They know about the telehealth capabilities, so if one of the students comes in and needs a telehealth consult, they know they can get to it rather quickly.
There are certain services that we can provide just as well across video as we can in person. But we have not yet gotten to the point that the payers are paying for those visits. And until that happens, it’s going to be sputtering.
In the hospital, because we’re installing Meditech, we had to get to the point that we were able to do some of those functions, especially from the clinical quality measures of being able to meet the Meaningful Use criteria.
The state HIE coordinator kept telling me I need to come to the meeting and I told her, ‘I’m trying to get through stage 1, and I’m getting so confused on the requirements for stage 1 versus stage 2. If I come and listen to you, I’m going to get more confused.’
Gamble: So just looking at the HIE landscape, there is one primary HIE in the state, correct?

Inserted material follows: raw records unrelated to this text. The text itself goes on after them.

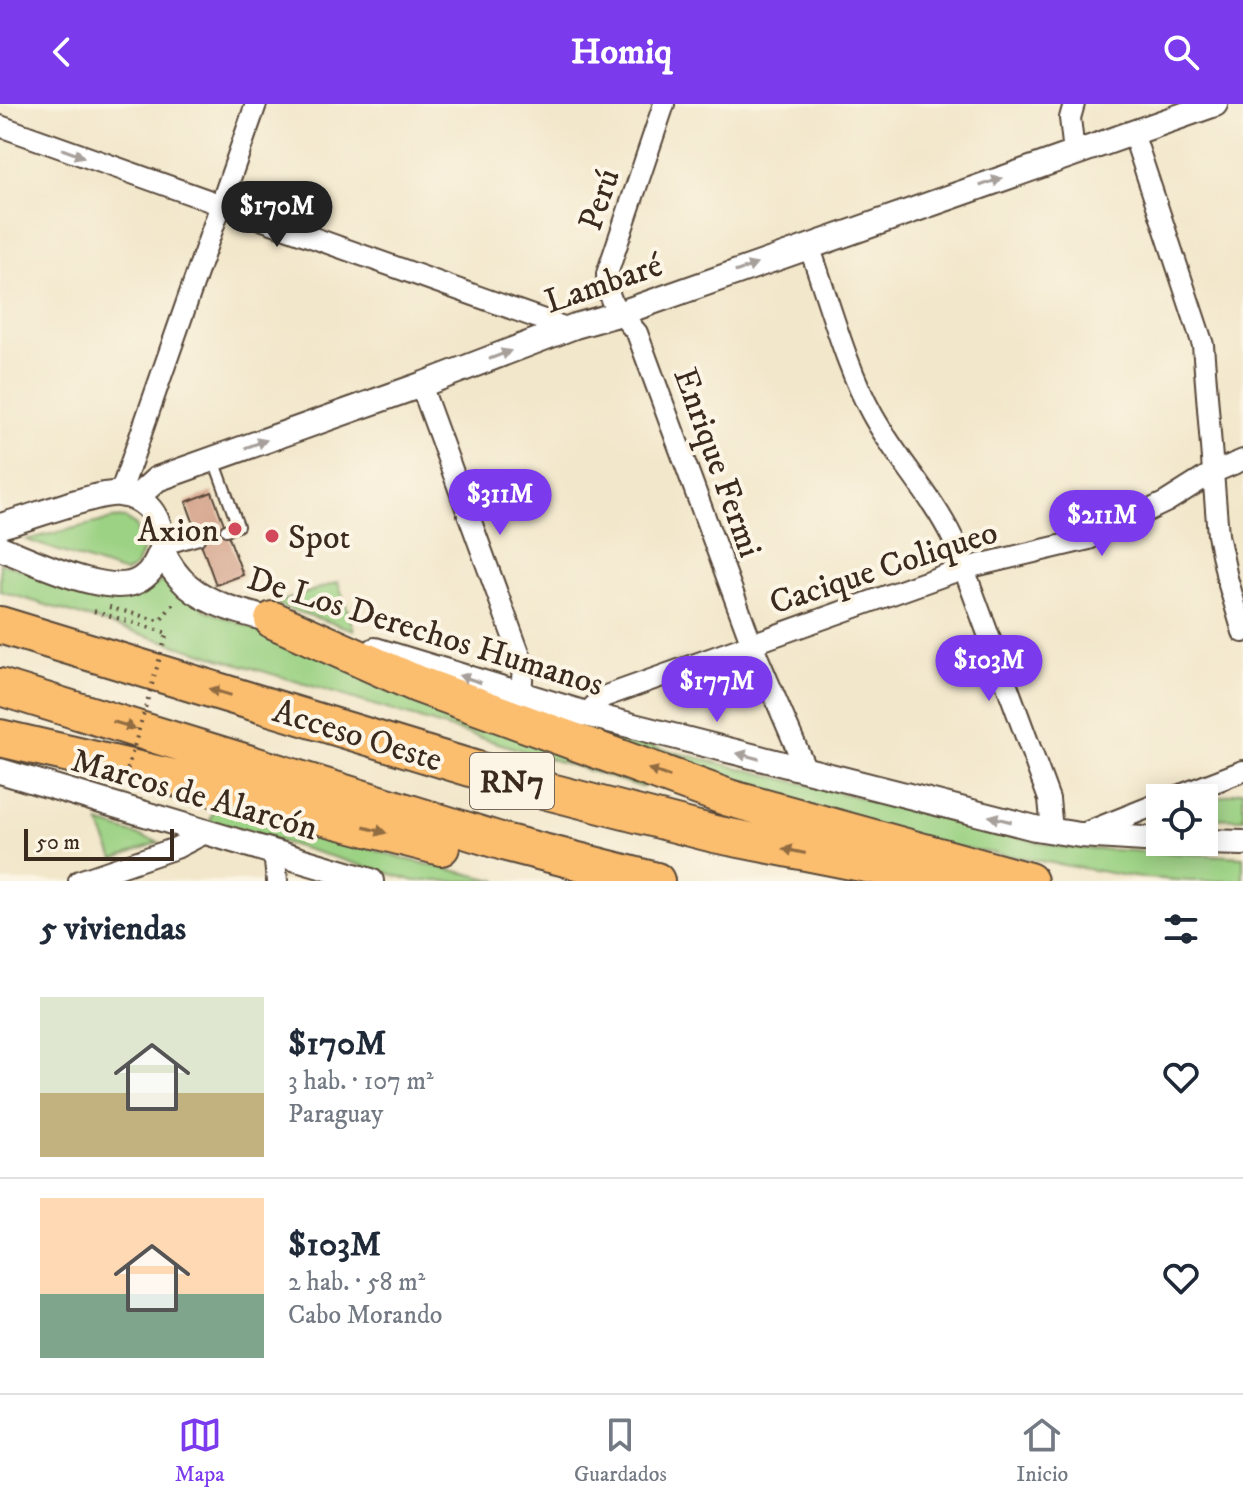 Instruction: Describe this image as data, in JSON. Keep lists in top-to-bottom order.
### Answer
{
  "streets": {
    "highway": ["Acceso Oeste", "RN7"],
    "street": [
      "Perú",
      "Lambaré",
      "Enrique Fermi",
      "Cacique Coliqueo",
      "De Los Derechos Humanos",
      "Marcos de Alarcón"
    ]
  },
  "crossings": [
    ["Perú", "Lambaré"],
    ["Perú", "Enrique Fermi"],
    ["Lambaré", "Enrique Fermi"],
    ["Lambaré", "De Los Derechos Humanos"],
    ["Enrique Fermi", "Cacique Coliqueo"],
    ["Enrique Fermi", "De Los Derechos Humanos"],
    ["Cacique Coliqueo", "De Los Derechos Humanos"]
  ],
  "one_way": ["Lambaré", "De Los Derechos Humanos"],
  "places": ["Axion", "Spot"],
  "scale_bar": "50 m",
  "page": {
    "header": "Homiq",
    "price": [
      "$170M",
      "$311M",
      "$211M",
      "$103M",
      "$177M"
    ],
    "scale": "50 m",
    "heading": "5 viviendas",
    "list": [
      {
        "name": "$170M",
        "note": "3 hab. · 107 m² · Paraguay"
      },
      {
        "name": "$103M",
        "note": "2 hab. · 58 m² · Cabo Morando"
      }
    ],
    "tabs": ["Mapa", "Guardados", "Inicio"]
  }
} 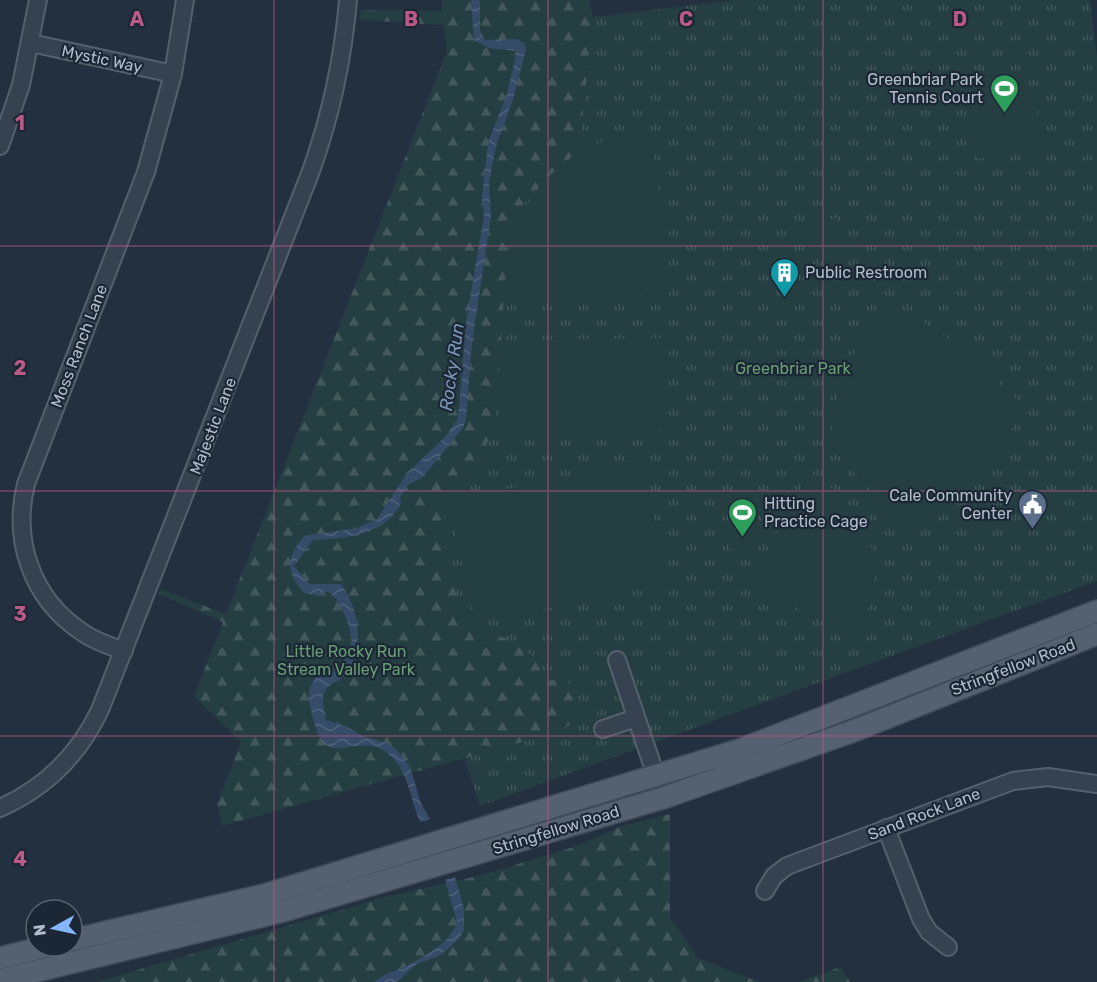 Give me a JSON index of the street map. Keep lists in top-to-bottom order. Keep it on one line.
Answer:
{"streets":{"main road":["Stringfellow Road"],"street":["Mystic Way","Moss Ranch Lane","Majestic Lane","Sand Rock Lane"]},"crossings":[["Mystic Way","Moss Ranch Lane"],["Moss Ranch Lane","Majestic Lane"]],"water":["Rocky Run"],"parks":["Greenbriar Park","Little Rocky Run Stream Valley Park"],"places":{"sports":["Greenbriar Park Tennis Court","Hitting Practice Cage"],"building":["Public Restroom"],"public building":["Cale Community Center"]},"north":"left","grid":{"columns":["A","B","C","D"],"rows":["1","2","3","4"]}} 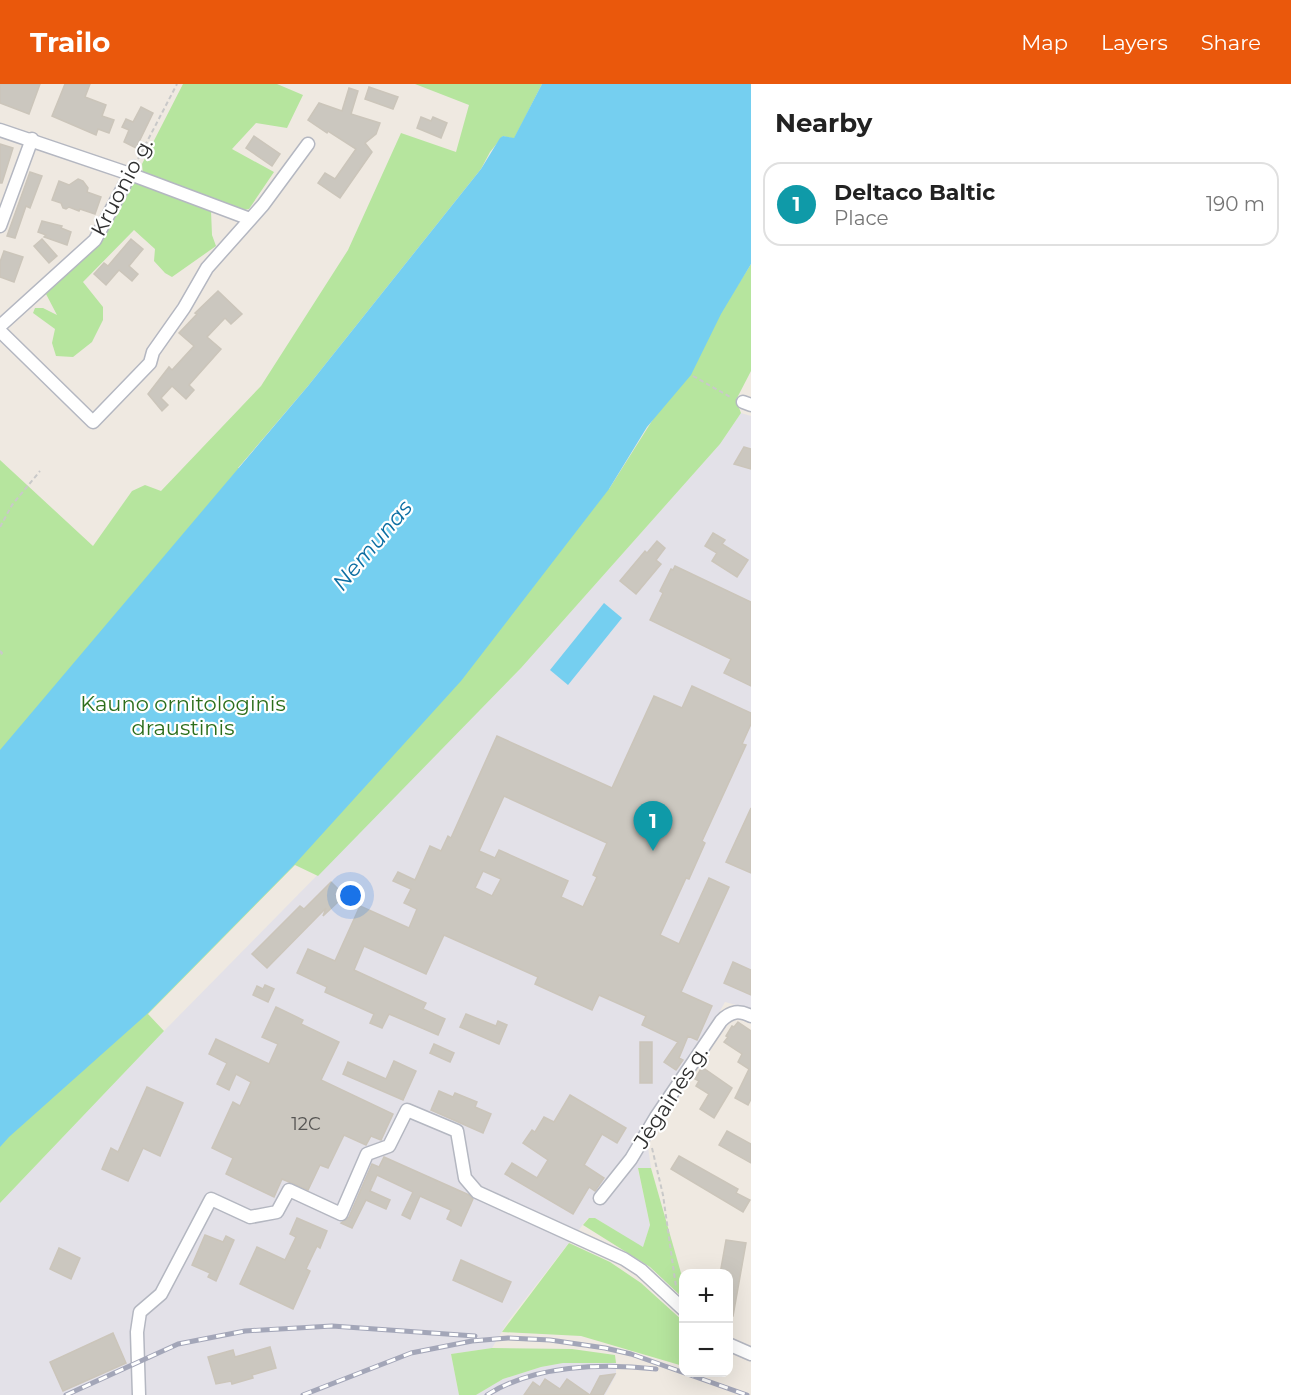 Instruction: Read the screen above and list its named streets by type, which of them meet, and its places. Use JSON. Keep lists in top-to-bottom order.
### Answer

McCleese: Yes, the Kentucky Health Information Exchange. The Kentucky HIE is one that was funded through the grant funding that came three years ago. That group sends regular communications via email as to what’s happening with the health information exchange and then they also have an annual meeting, which is in September of every year where they bring everybody together in one location. But the health information exchange personnel also participate in numerous state presentations. For example, on February 12, HIMSS, Kentucky AHIME, and CHIME all sponsored a Health Information Technology Advocacy Day in Frankfort, our state capital. And the Kentucky Health Information Exchange folks were there letting folks know what was going on with the HIE. They do that at various meetings around the state and make sure that everybody’s aware that the HIE is there and available, and the amount of work that’s going on.
Gamble: The issues that you hear with the HIEs most often I would say are interoperability or funding. In terms of that, does the Kentucky HIE seem like fairly strong? Has it been able to stand up?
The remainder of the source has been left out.